*** Block opens ***

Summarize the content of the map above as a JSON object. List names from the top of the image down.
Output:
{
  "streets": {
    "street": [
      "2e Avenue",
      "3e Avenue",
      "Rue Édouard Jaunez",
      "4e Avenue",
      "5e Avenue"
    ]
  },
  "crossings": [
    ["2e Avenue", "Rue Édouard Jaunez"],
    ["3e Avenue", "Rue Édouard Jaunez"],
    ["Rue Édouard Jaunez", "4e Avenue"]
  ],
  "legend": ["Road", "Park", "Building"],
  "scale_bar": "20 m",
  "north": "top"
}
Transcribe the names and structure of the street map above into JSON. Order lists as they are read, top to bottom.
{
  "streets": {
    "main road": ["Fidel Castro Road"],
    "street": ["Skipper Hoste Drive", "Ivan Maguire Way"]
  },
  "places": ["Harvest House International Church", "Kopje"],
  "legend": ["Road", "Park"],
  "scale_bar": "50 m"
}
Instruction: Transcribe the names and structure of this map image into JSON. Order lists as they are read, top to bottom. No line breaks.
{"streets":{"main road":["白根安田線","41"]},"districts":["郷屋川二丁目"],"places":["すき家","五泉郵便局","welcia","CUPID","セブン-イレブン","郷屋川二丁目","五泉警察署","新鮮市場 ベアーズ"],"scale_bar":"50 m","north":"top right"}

*** Block closes ***

*EXERCISE DESCRIPTION*
An exact reproduction of all the entries above is the expected answer.

*RESULT OF THE EXERCISE*
Summarize the content of the map above as a JSON object. List names from the top of the image down.
Output:
{
  "streets": {
    "street": [
      "2e Avenue",
      "3e Avenue",
      "Rue Édouard Jaunez",
      "4e Avenue",
      "5e Avenue"
    ]
  },
  "crossings": [
    ["2e Avenue", "Rue Édouard Jaunez"],
    ["3e Avenue", "Rue Édouard Jaunez"],
    ["Rue Édouard Jaunez", "4e Avenue"]
  ],
  "legend": ["Road", "Park", "Building"],
  "scale_bar": "20 m",
  "north": "top"
}
Transcribe the names and structure of the street map above into JSON. Order lists as they are read, top to bottom.
{
  "streets": {
    "main road": ["Fidel Castro Road"],
    "street": ["Skipper Hoste Drive", "Ivan Maguire Way"]
  },
  "places": ["Harvest House International Church", "Kopje"],
  "legend": ["Road", "Park"],
  "scale_bar": "50 m"
}
Instruction: Transcribe the names and structure of this map image into JSON. Order lists as they are read, top to bottom. No line breaks.
{"streets":{"main road":["白根安田線","41"]},"districts":["郷屋川二丁目"],"places":["すき家","五泉郵便局","welcia","CUPID","セブン-イレブン","郷屋川二丁目","五泉警察署","新鮮市場 ベアーズ"],"scale_bar":"50 m","north":"top right"}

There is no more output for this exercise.